Chapter 16 - Quantum Computing

In the 1980s, Feynman asked "Can a classical computer reliably model a quantum mechanical system?" - initially, the answer was no, since the Hilbert space scales based on the number $n$ of particles involved by a factor of $2^n$ ...

... except ... nature does this anyway, regardless of the complexity involved.

Thus, enter the quantum computer - at least, the idea of it.

Qubits - Quantum Bits

Classical computing uses binary digits (bits) to store information: 0 or 1. These numbers are strung together to represent larger numbers (1000101), but fundamentally use transistors that are either on or off (binary states).

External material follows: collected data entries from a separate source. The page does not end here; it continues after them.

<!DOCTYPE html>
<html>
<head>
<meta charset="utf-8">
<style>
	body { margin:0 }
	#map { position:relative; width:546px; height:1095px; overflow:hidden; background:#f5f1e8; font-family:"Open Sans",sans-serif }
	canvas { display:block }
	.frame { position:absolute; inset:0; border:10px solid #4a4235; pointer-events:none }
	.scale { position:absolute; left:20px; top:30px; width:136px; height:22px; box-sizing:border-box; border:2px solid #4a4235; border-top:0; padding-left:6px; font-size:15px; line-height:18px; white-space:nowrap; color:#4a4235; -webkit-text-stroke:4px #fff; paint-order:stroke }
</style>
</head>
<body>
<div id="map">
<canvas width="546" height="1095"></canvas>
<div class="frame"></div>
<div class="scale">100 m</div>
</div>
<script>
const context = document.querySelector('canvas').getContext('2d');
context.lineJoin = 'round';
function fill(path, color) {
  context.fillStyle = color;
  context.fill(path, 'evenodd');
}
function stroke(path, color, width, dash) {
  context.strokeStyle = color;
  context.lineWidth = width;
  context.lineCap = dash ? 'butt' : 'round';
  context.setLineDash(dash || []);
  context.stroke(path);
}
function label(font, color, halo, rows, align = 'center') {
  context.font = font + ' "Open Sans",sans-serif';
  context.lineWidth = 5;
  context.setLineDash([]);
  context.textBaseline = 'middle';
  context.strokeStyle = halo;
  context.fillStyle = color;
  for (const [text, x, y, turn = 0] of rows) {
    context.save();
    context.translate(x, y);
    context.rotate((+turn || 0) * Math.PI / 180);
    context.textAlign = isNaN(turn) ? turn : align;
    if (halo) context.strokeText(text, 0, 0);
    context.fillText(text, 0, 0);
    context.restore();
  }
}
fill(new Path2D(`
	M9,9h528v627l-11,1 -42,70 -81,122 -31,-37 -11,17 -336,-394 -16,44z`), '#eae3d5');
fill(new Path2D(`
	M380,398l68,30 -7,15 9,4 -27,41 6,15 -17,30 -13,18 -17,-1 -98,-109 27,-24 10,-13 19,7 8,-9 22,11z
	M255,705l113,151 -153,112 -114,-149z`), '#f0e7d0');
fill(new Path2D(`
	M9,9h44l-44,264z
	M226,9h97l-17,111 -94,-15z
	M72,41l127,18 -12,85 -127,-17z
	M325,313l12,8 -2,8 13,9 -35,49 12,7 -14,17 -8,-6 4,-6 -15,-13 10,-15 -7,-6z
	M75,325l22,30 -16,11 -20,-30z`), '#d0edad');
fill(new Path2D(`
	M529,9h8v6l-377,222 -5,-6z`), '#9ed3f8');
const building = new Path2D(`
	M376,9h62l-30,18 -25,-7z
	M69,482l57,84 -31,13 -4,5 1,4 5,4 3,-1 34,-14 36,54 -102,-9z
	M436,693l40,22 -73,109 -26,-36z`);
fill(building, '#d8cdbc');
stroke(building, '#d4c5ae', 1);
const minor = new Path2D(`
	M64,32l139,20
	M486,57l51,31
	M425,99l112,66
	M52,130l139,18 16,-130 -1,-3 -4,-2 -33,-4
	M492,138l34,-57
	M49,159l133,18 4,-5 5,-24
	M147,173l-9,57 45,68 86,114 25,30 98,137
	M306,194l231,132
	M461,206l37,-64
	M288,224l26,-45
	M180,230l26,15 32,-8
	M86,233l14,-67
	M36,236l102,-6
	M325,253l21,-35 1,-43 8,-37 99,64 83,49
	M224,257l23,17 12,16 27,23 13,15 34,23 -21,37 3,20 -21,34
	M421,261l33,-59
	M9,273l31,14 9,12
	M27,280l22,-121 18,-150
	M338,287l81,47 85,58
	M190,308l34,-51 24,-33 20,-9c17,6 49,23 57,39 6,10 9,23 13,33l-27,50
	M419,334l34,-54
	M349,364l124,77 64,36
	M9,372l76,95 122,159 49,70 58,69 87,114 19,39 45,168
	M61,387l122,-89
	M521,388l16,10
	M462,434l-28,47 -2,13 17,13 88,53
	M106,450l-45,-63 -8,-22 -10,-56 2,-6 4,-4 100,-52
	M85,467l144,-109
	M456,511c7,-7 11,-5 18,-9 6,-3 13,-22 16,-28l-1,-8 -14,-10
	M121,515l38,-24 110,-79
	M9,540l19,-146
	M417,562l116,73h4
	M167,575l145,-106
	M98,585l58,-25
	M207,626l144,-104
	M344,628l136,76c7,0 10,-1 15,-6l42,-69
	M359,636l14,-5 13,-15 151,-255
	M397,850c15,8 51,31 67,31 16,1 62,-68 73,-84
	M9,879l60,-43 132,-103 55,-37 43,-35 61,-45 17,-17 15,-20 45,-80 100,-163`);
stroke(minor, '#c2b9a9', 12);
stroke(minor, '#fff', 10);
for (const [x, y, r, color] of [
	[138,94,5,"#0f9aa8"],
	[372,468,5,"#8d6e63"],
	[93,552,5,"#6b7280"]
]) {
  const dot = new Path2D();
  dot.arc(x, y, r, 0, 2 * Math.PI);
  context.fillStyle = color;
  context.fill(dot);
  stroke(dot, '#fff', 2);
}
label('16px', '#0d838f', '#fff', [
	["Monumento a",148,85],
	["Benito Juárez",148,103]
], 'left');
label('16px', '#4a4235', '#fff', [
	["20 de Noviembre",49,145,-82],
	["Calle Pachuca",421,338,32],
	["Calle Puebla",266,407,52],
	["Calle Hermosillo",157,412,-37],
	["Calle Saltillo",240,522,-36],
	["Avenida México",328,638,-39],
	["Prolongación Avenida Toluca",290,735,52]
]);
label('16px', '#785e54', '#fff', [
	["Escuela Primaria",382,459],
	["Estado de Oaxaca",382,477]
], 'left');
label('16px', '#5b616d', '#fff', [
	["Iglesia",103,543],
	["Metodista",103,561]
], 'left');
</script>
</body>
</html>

In quantum information systems, information is stored in quantum bits (qubits) - each a two-state system: $$|0⟩=|+⟩|1⟩=|-⟩$$ The key difference is that qubits can exist in superposition states - where the state of the processor isn't only 0/1, but rather $$|\psi ⟩=c_0|0⟩+c_1|1⟩=\left(\begin{array}{c}{c}_0\\ c_1\end{array}\right)$$ with probabilities of measuring each state as $|c_0{|}^2$ or $|c_1{|}^2$, as opposed to classically 100% either 0 or 1. As we include more qubits, we exponentially increase the information storage capacity of the system: $$\begin{array}{rl}|00⟩& ={|0⟩}_A{|0⟩}_B\\ |01⟩& ={|0⟩}_A{|1⟩}_B\\ |10⟩& ={|1⟩}_A{|0⟩}_B\\ |11⟩& ={|1⟩}_A{|1⟩}_B\end{array}$$ and the general superposition state is $$|\psi ⟩=c_{00}|00⟩+c_{01}|01⟩+c_{10}|10⟩+c_{11}|11⟩$$ For an $N$-qubit system, a single superposition state contains $2^N$ coefficients to represent information - compared to a classical system, where though $N$ bits has $2^N$ possible states, each state contains only $N$ bits of information.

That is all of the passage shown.